Postby Winander » Thu Apr 14, 2022 9:52 pm

The following applies to the UK, not entirely applicable to you Down Under, but I hope it is of some value.
I found it difficult to buy leaded solder last year, most suppliers said they would only deal with businesses and one (RS Components IIRC) said to be a business you had to be a limited company.

I agree with Dave; I got an 0.5Kg reel of 0.56mm/24swg made by Warton Metals from CPC (https://cpc.farnell.com/w/search/prl/re ... rand=omega), the invoice describes it as follows:
OMEGA 62S 24SWG-LR 500G Rosin-Free, Low Residue, 1% Flux Solder Wire 24SWG 500g 179°C

Warton/Omega's part number is LMP62S which is Sn62Pb36Ag2. I particularly wanted the 2% silver as I knew solder flows better with it and I like to give myself the best chance of success. DCC Concept's Sapphire 179 solder has a silver content and I wouldn't be surprised if the mix is identical based on the melting point. They charge £5.95 for 3m; current price at CPC for 0.5Kg the same 24swg as DCC is £57.54 inc VAT.

CPC is part of Farnell, but Farnell wouldn't sell me leaded solder.
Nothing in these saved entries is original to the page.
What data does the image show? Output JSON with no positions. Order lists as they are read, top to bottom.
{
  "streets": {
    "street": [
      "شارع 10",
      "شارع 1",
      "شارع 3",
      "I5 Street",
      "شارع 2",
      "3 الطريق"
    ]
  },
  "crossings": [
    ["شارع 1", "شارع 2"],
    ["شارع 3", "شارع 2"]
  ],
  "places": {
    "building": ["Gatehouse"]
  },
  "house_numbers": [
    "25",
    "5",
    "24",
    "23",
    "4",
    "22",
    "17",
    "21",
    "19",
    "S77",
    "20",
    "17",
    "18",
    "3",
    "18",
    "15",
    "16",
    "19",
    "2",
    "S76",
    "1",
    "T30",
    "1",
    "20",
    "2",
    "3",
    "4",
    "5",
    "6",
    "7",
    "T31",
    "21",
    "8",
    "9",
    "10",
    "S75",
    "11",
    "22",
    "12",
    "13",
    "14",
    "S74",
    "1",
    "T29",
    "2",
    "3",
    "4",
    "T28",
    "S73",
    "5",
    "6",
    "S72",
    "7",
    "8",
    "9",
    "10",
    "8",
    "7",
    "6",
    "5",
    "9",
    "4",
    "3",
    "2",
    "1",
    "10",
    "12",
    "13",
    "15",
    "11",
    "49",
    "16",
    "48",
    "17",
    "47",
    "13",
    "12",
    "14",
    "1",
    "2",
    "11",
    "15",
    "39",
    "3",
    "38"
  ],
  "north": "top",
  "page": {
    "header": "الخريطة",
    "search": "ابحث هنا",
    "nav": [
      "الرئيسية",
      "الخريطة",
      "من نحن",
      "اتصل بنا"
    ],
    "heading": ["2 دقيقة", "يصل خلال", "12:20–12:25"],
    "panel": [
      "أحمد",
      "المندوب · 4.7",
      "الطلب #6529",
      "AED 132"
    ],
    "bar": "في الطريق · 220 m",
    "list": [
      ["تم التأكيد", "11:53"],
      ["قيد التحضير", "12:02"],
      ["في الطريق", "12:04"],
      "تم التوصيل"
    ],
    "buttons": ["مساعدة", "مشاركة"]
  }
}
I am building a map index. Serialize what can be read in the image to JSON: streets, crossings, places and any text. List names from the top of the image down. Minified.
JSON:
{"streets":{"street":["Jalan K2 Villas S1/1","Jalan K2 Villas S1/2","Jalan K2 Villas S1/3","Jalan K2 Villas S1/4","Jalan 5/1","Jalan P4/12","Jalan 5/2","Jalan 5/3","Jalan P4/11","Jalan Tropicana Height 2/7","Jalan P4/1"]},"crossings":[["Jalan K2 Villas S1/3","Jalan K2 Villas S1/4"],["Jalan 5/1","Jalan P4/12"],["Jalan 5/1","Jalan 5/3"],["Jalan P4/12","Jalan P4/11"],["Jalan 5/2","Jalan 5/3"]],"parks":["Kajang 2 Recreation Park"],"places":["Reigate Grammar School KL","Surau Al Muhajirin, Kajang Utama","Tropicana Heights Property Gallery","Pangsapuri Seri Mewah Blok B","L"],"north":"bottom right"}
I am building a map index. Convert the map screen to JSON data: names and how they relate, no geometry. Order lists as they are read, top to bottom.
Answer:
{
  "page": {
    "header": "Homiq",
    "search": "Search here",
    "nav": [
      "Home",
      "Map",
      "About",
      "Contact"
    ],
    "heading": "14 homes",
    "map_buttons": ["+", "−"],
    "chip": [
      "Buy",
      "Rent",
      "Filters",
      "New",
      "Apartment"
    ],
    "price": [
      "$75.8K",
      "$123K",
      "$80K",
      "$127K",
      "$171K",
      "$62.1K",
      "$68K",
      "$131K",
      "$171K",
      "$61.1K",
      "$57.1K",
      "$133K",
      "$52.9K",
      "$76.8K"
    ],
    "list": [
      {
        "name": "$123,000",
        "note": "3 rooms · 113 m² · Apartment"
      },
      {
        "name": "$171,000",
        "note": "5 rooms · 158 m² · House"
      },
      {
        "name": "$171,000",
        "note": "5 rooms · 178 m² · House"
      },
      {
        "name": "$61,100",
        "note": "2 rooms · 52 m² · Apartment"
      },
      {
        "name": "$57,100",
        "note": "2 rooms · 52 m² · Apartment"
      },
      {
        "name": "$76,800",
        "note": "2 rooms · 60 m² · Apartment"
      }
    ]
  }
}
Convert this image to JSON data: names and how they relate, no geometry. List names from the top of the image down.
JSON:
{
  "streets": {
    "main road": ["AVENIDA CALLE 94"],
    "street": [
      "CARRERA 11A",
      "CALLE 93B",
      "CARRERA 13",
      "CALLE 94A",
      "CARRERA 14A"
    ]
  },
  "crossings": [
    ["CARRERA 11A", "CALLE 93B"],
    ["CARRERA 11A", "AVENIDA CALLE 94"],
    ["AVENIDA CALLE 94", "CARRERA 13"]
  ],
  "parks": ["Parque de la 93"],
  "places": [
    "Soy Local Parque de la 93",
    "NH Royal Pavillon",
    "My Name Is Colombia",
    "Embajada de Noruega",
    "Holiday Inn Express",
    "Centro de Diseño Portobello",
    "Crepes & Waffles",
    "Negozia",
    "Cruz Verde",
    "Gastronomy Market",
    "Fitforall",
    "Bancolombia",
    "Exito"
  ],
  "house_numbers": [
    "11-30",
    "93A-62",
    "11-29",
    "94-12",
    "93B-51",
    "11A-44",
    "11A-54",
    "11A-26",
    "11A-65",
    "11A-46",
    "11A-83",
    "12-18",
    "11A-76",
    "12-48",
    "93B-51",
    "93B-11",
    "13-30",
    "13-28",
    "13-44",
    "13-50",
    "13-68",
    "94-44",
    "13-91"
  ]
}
The choice of wire size was limited, or I would have got slightly bigger. It is, however, a really nice solder, it flows well and my iron stays clean. I have lately been using lead free plumbers solder for trackwork for its higher temperature and it is awful to use, it has difficulty wetting the iron, but does the job. I often have to wet the iron with the Omega wire.
Last edited by Winander on Fri Apr 15, 2022 12:23 am, edited 1 time in total.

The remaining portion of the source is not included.